Este gobierno, siguiendo la lógica del panismo histórico, cree que las escuelas privadas –desde la primaria a la universidad– son las que mejor garantizan la debida preparación de las nuevas generaciones. Pero éste, con estar muy arraigado, es un prejuicio que tal vez no existiría si a la defensa secular de la libertad de educación no se hubiera superpuesto la exigencia de admitir la enseñanza religiosa en las escuelas, como expresión de la demanda de libertad religiosa (cuya cercanía entusiasma al Vaticano). Hay, pues, motivaciones ideológicas bajo la neutralidad aparente de algunas medidas.

A quienes critican los planes clasistas y privatizadores del gobierno, éste suele responder con las grandes cifras de los planteles construidos en los años recientes, lo cual por supuesto beneficia al país, pero resulta especialmente incoherente que sea el propio Presidente quien manifieste su mayor entusiasmo por la excelencia de la oferta privada, al grado de fortalecer la idea de que ése es el camino a seguir.
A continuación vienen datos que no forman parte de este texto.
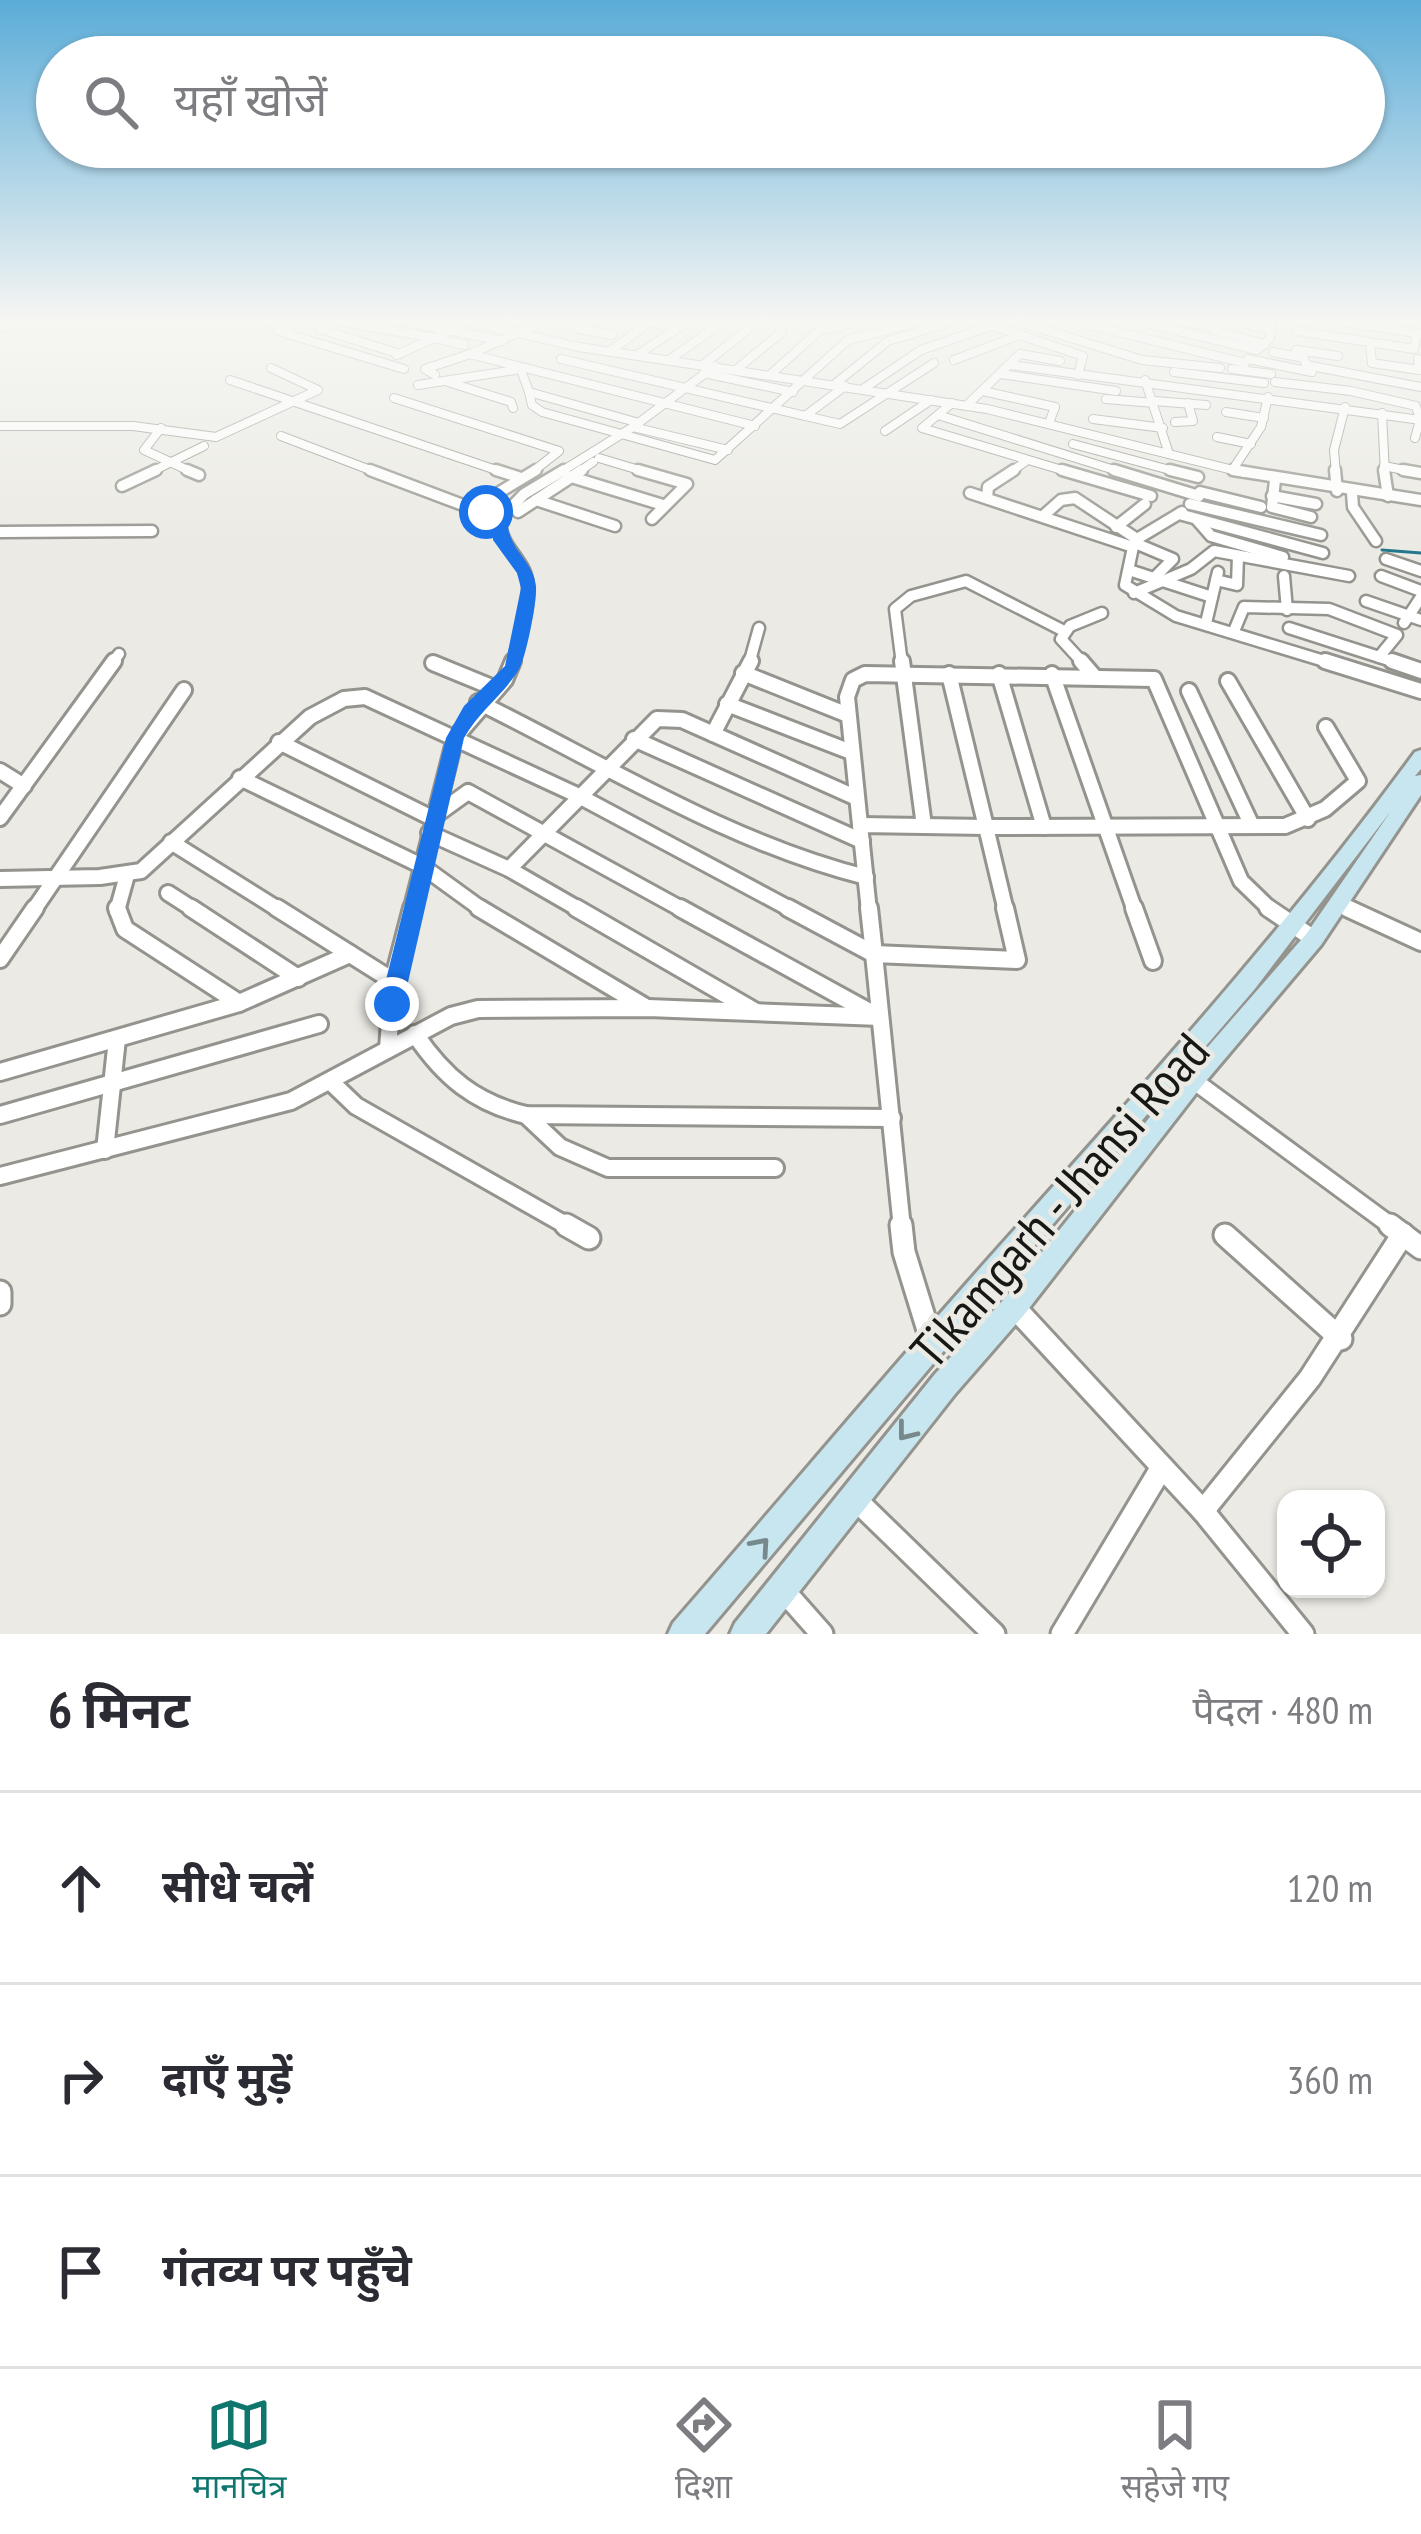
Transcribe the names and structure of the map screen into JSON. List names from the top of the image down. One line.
{"streets":{"street":["Tikamgarh - Jhansi Road"]},"page":{"search":"यहाँ खोजें","heading":["6 मिनट","पैदल · 480 m"],"list":[["सीधे चलें","120 m"],["दाएँ मुड़ें","360 m"],"गंतव्य पर पहुँचे"],"nav":["मानचित्र","दिशा","सहेजे गए"]}}
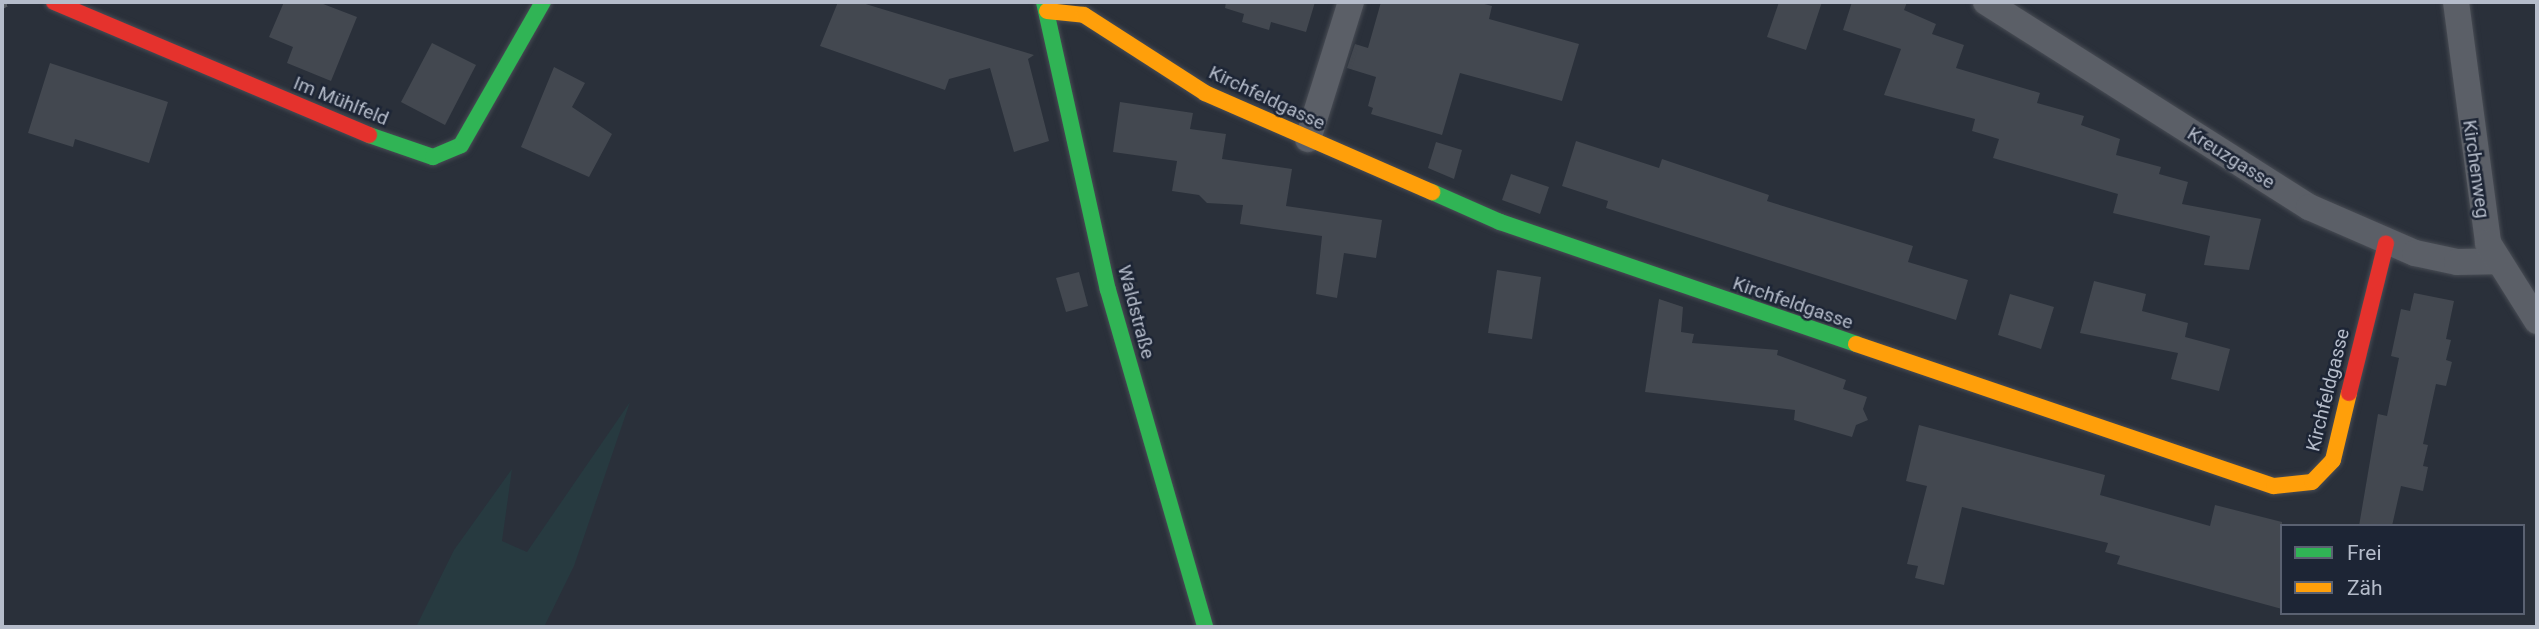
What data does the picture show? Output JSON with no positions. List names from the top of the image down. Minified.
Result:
{"streets":{"street":["Kirchfeldgasse","Im Mühlfeld","Kreuzgasse","Kirchenweg","Waldstraße"]},"crossings":[["Kirchfeldgasse","Kreuzgasse"],["Kirchfeldgasse","Waldstraße"],["Kreuzgasse","Kirchenweg"]],"legend":["Frei","Zäh"]}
No puedo entender, por ejemplo, que el Presidente diga que el programa de créditos a los estudiantes de las universidades privadas beneficiará a los alumnos que más lo necesitan, fortalecerá la economía familiar, impulsará la competitividad y contribuirá a la generación de más y mejores empleos, sin reconocer, así fuera por un prurito de exactitud, que se trata de fortalecer el negocio de la enseñanza sin atender a ningún criterio de valoración propiamente educativo. Más allá de si ese programa es un injerto artificial copiado de otras latitudes (donde está en crisis, por cierto), es inconcebible que en un país tan desigual como lo es México el Presidente invoque a los que menos tienen para conceder créditos que al final aumentarán las arcas de las empresas educativas y las bancarias, por supuesto. Si éste es el modelo que quiere impulsar el panismo estamos fritos: en la base, enseñanza básica entregada al sindicalismo depredador; en la cúspide, educación concebida como negocio. ¿Y el país?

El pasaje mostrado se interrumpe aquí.